I was an inquisitive child, and I’ve never really lost it. The other day, someone described me as a ‘hyper-intelligent toddler’. I wasn’t quite sure how to take this; it took me reading about Cat Couplings on the excellent Everything Studies blog to fully understand why.
Cat couplings are cheeky things. Let’s consider what they are using an example from Georg Henry von Wright (no relation):
Pessimism has its downsides, but is still preferable to naive optimism.
Think about the role ‘naive’ is playing in this statement – is Wright positing that all optimism naive? Or is it saying that pessimism is only preferable to naive strains of optimism? If so, what of other strains of optimism? It seems Wright might be claiming all optimism is naive – but is that really fair to say in the first place? Shouldn’t we be dealing with that first?

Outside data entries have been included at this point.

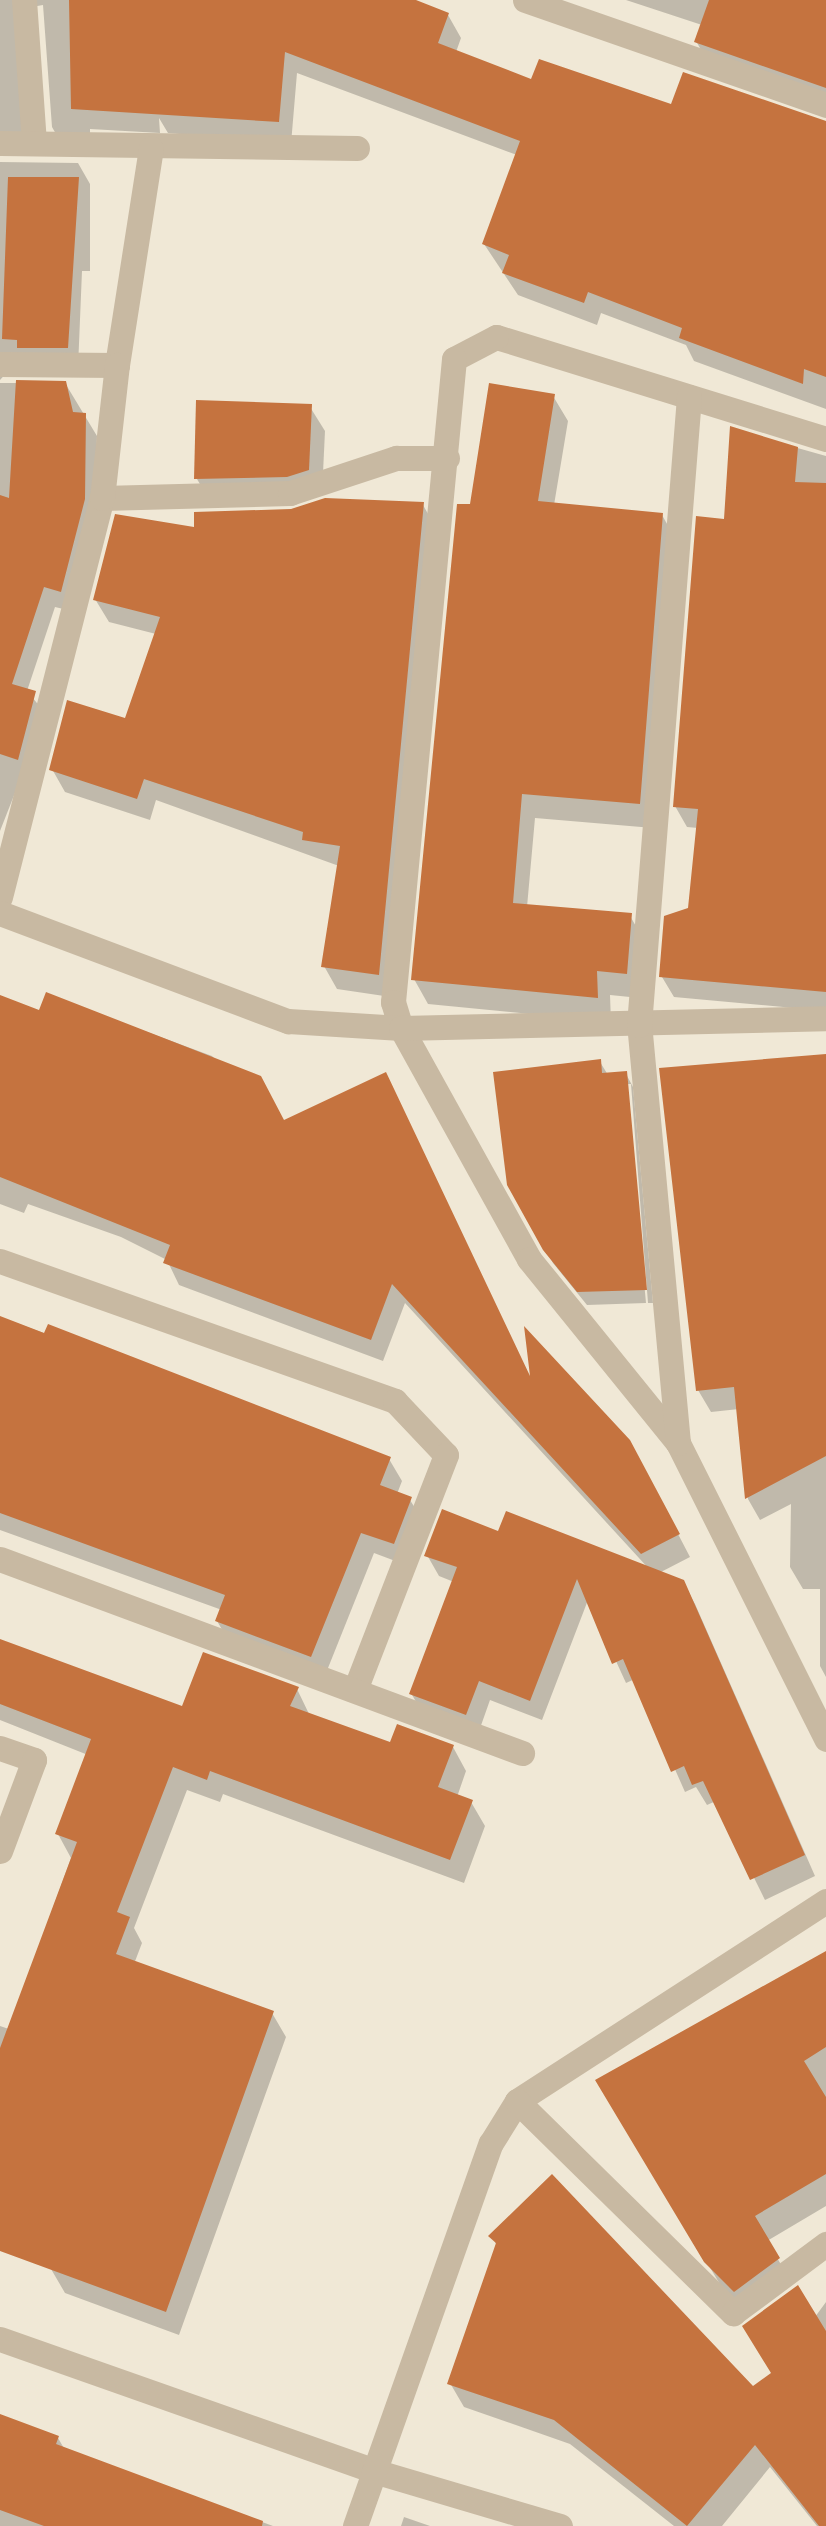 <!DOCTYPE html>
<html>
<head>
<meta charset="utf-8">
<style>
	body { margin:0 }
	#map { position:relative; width:826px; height:2526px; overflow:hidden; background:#f0e8d6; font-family:"Open Sans",sans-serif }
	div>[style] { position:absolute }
	.shadow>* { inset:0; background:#0003 }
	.building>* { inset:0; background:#c5733f }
	.minor>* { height:25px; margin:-12.5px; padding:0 12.5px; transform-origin:12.5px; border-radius:12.5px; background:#c8b9a2 }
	span { translate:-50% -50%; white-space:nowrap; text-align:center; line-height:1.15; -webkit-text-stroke:8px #f8f1e2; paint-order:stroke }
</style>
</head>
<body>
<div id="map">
	<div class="shadow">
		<div style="clip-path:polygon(0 0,405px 0,448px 15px,461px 38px,456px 52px,533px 82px,673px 107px,826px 121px,826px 409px,694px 361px,686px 345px,601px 313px,597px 325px,518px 295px,484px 244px,517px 155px,297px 73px,291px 144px,168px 133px,159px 118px,160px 133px,90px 129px,90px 148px,64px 148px,52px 127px,43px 5px,26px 8px,27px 147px,5px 149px,0 156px)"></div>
		<div style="clip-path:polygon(626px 0,826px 0,826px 105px,709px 64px,696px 41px,702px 25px)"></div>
		<div style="clip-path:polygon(0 162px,78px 163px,90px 184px,90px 271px,82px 271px,78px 368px,11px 368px,0 380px)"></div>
		<div style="clip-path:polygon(0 383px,65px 383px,97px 436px,95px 522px,72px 611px,55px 607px,27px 691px,46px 714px,0 831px)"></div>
		<div style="clip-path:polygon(553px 396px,568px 421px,554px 505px,662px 515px,676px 540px,653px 828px,535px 818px,527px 907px,630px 916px,644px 940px,640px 998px,610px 995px,611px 1022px,428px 1004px,414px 979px,472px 507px)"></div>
		<div style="clip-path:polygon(310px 407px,325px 431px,322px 494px,211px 503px,197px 479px)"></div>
		<div style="clip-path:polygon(733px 430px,826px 456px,826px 1011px,674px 997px,662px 977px,691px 910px,698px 828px,687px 827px,675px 806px,726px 521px)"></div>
		<div style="clip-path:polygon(423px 505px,436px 528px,391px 997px,337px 989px,324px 966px,339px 866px,156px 800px,150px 820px,65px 792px,52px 769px,127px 721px,156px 634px,109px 622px,95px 599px,197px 530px)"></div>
		<div style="clip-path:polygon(47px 995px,212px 1056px,532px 1381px,642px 1465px,690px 1557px,659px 1573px,683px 1582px,695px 1604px,815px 1876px,765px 1900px,716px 1801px,707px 1805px,696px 1787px,685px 1792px,635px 1679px,626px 1683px,588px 1600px,542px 1720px,490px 1700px,478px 1734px,423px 1714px,411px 1693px,454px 1582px,439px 1576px,427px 1555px,500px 1534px,650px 1570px,405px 1303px,383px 1361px,179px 1285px,167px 1260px,121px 1237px,28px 1204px,24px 1213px,0 1204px,0 998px,40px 1013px)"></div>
		<div style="clip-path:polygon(826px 1056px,826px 1677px,820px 1666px,820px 1589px,803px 1589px,790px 1567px,791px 1504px,760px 1520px,748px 1499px,739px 1409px,711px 1412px,698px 1390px)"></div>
		<div style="clip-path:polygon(600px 1062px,608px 1075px,626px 1074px,633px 1087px,653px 1303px,648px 1303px,631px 1084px,626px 1084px,646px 1303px,587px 1305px,553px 1263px,509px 1184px)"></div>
		<div style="clip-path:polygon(0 1317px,389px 1459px,402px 1481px,397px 1494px,410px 1500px,423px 1521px,406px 1565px,374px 1553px,324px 1678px,230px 1643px,217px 1621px,222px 1610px,0 1530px)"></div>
		<div style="clip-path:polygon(0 1641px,183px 1709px,297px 1689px,310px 1716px,391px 1746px,453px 1747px,466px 1771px,457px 1797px,471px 1802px,485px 1826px,464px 1883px,223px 1794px,220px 1802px,187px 1790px,134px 1928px,142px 1943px,134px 1964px,272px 2013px,286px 2037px,179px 2335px,65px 2293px,51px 2269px,0 2244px,0 2026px,9px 2029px,71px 1858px,58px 1834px,88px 1755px,0 1720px)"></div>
		<div style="clip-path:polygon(826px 1961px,826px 2206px,767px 2241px,792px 2283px,750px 2315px,721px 2286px,599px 2081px)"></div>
		<div style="clip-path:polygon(492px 2236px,753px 2390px,773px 2374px,826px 2302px,826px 2526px,817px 2526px,770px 2467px,722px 2526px,674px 2526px,570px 2444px,464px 2407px,450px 2383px,497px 2246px)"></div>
		<div style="clip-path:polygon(0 2416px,58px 2438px,65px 2450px,273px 2526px,0 2526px)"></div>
		<div style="clip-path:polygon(404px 2517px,430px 2526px,401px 2526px)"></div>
	</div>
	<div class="building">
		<div style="clip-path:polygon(69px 0,416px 0,449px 13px,438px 43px,531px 79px,539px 59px,671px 104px,683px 72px,826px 121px,826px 377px,804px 369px,803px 384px,679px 338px,682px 328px,588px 292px,584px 303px,502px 273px,509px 255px,482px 244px,520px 141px,285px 52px,279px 122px,71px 109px)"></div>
		<div style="clip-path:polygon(709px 0,826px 0,826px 88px,694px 42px)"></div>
		<div style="clip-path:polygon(8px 177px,79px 177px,68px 348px,17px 348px,17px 340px,2px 339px)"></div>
		<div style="clip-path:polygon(16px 380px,66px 381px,73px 412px,86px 413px,85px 499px,61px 592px,44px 587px,12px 684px,36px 691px,18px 760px,0 754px,0 495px,9px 498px)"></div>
		<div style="clip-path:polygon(489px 383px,555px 394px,538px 501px,663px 513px,640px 804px,522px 794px,513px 903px,632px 913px,627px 974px,597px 971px,598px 998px,411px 980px,457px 504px,470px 504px)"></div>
		<div style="clip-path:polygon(196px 400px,312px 404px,309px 470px,287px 477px,194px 479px)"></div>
		<div style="clip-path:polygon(730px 426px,798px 447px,795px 482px,826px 483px,826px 992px,659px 977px,664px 916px,688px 908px,698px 809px,673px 807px,696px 516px,724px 519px)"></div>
		<div style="clip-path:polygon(325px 498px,424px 502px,379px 975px,321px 967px,340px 846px,302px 840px,303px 832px,144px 779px,137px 799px,49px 770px,67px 700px,125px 718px,160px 617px,93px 600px,115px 514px,194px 527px,194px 512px,291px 509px)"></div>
		<div style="clip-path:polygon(46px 992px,261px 1076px,284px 1120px,386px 1072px,530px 1376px,524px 1326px,630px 1440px,680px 1534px,641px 1554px,392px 1284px,371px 1340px,163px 1263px,170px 1245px,0 1177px,0 995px,39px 1010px)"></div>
		<div style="clip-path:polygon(826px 1054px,826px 1456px,745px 1499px,734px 1387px,696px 1391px,659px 1068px)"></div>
		<div style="clip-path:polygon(601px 1059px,602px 1073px,627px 1071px,647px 1290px,577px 1292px,543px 1250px,507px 1185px,493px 1072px)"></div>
		<div style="clip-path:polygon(0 1316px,44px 1333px,48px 1324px,391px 1457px,380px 1485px,412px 1497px,394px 1544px,361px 1533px,311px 1657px,215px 1621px,225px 1595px,0 1513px)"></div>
		<div style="clip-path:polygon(442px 1509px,498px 1531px,506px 1511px,684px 1580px,805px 1855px,750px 1880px,703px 1781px,692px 1785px,684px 1766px,671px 1772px,623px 1659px,612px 1664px,577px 1579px,530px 1701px,479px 1681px,466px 1715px,409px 1694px,457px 1567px,424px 1556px)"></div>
		<div style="clip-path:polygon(0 1639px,182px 1706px,203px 1652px,299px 1687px,290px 1706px,390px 1742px,397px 1724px,454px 1745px,438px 1787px,473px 1800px,450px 1860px,210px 1771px,207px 1780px,173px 1767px,117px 1912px,130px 1917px,116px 1954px,274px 2011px,166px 2312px,0 2251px,0 2048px,77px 1842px,55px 1834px,91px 1739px,0 1704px)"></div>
		<div style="clip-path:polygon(826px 1951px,826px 2047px,804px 2061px,826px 2097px,826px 2174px,755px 2216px,780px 2258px,734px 2292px,704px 2262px,595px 2080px)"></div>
		<div style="clip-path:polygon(552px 2174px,753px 2386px,771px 2373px,742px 2326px,798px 2285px,826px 2331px,826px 2526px,819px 2526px,755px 2445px,687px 2526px,554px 2420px,447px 2384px,496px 2243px,488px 2236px)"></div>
		<div style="clip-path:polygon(0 2414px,59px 2436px,56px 2444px,263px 2521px,262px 2526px,44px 2526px,0 2510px)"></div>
	</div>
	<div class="minor">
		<div style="left:24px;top:0;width:143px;rotate:86deg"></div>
		<div style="left:525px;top:0;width:319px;rotate:19.2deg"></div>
		<div style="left:0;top:143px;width:357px;rotate:0.8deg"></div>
		<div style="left:0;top:364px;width:117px;rotate:0.5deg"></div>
		<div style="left:117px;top:365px;width:219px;rotate:-81.1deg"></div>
		<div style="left:826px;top:439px;width:345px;rotate:-162.8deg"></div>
		<div style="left:496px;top:337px;width:47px;rotate:152.4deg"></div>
		<div style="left:454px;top:359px;width:646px;rotate:95.42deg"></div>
		<div style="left:393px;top:1002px;width:27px;rotate:73deg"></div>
		<div style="left:401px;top:1028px;width:264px;rotate:61deg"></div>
		<div style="left:529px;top:1259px;width:237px;rotate:51deg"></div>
		<div style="left:678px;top:1443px;width:331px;rotate:63.4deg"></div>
		<div style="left:102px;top:498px;width:188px;rotate:-1.5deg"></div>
		<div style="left:290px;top:493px;width:112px;rotate:-18.3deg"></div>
		<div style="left:396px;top:458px;width:51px"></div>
		<div style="left:0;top:897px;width:412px;rotate:-75.7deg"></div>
		<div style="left:102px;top:498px;width:134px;rotate:-83.6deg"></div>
		<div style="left:0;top:913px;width:308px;rotate:20.6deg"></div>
		<div style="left:288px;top:1021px;width:113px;rotate:3.5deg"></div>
		<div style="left:401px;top:1028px;width:425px;rotate:-1.3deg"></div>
		<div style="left:0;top:1261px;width:419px;rotate:19.5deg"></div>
		<div style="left:395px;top:1401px;width:74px;rotate:46.6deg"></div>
		<div style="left:446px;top:1455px;width:249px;rotate:111.2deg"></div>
		<div style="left:678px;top:1443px;width:420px;rotate:-95.3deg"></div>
		<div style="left:639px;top:1025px;width:630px;rotate:-85.45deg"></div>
		<div style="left:0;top:1559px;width:557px;rotate:20.39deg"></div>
		<div style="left:0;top:1748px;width:36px;rotate:19deg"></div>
		<div style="left:34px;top:1760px;width:97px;rotate:110.5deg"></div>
		<div style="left:517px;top:2101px;width:368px;rotate:-32.9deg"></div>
		<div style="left:0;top:2339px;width:397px;rotate:19.4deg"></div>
		<div style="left:374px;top:2471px;width:194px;rotate:16.5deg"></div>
		<div style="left:355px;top:2526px;width:406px;rotate:-70.5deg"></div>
		<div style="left:491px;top:2143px;width:49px;rotate:-58.2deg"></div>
		<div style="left:517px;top:2101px;width:303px;rotate:44.5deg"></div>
		<div style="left:733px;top:2313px;width:116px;rotate:-36.6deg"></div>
	</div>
</div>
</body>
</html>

Back to ‘hyper-intelligent toddler’. Firstly, I’ve added the hyphen. For all I know, it was meant (this is thorny in itself) unhyphenated, meaning that I was being described as both ‘hyper’ (overly energetic, to the point perhaps of mania) and ‘intelligent’. If we compound the expression, it’s my intelligence that’s ‘hyper-’, meaning ‘over, beyond or above.’ Unhyphenated, it’s passing judgment on both my behaviour and my nature. Hyphenated, it’s just my nature.
But this is without considering the noun. ‘Toddler’ can’t be meant in the sense of ‘one who toddles’, because I’d like to think my walking skills have improved since those heady days of toddlerhood. That much is clear; less clear, though, is what ‘hyper intelligent’ is doing to the noun. Am I being described as not only a toddler, but one who is ‘hyper’? Or am I like a toddler who is ‘hyper-intelligent’. But, wait: hyper-intelligent for a toddler, or for an adult? In other words: am I being described as someone who is ‘hyper-intelligent’ but has behavioural attributes analogous to a toddler, or am I just as bright as a very bright two-year old? One’s a compliment; one very much isn’t.
Why am I thinking like this? Blame Douglas Hofstadter’s ideas about analogy:
Doug’s theory is that analogy-making is central to human cognition. He talks about there being a ‘subterranean fight’ whenever we’re trying to pick a word. That ‘fight’ is us rooting through analogical frameworks to cogitate what we mean so we can best express it. I’ve been trying to figure out what it means to think, and Doug has tipped me in a direction I didn’t see myself going.
And that’s the nature of me, and that’s going to be the nature of these posts. I’m not sure where I’m going, but I do have the restless curiosity of a toddler. I’m not hyper-intelligent (at least, for a 34-year-old), but I’m going to get lost in thinking anyway. One might call it ‘overthinking’ – if so, fine. It’s fun for me.
Well, sometimes it’s fun. Perhaps it’s better to say that it’s fun enough of the time to encourage me to carry on. Sometimes I get really lost. My next post will be a rather experimental ramble about how it feels to get intellectually and creatively lost.
Think enough, though, and you find yourself again.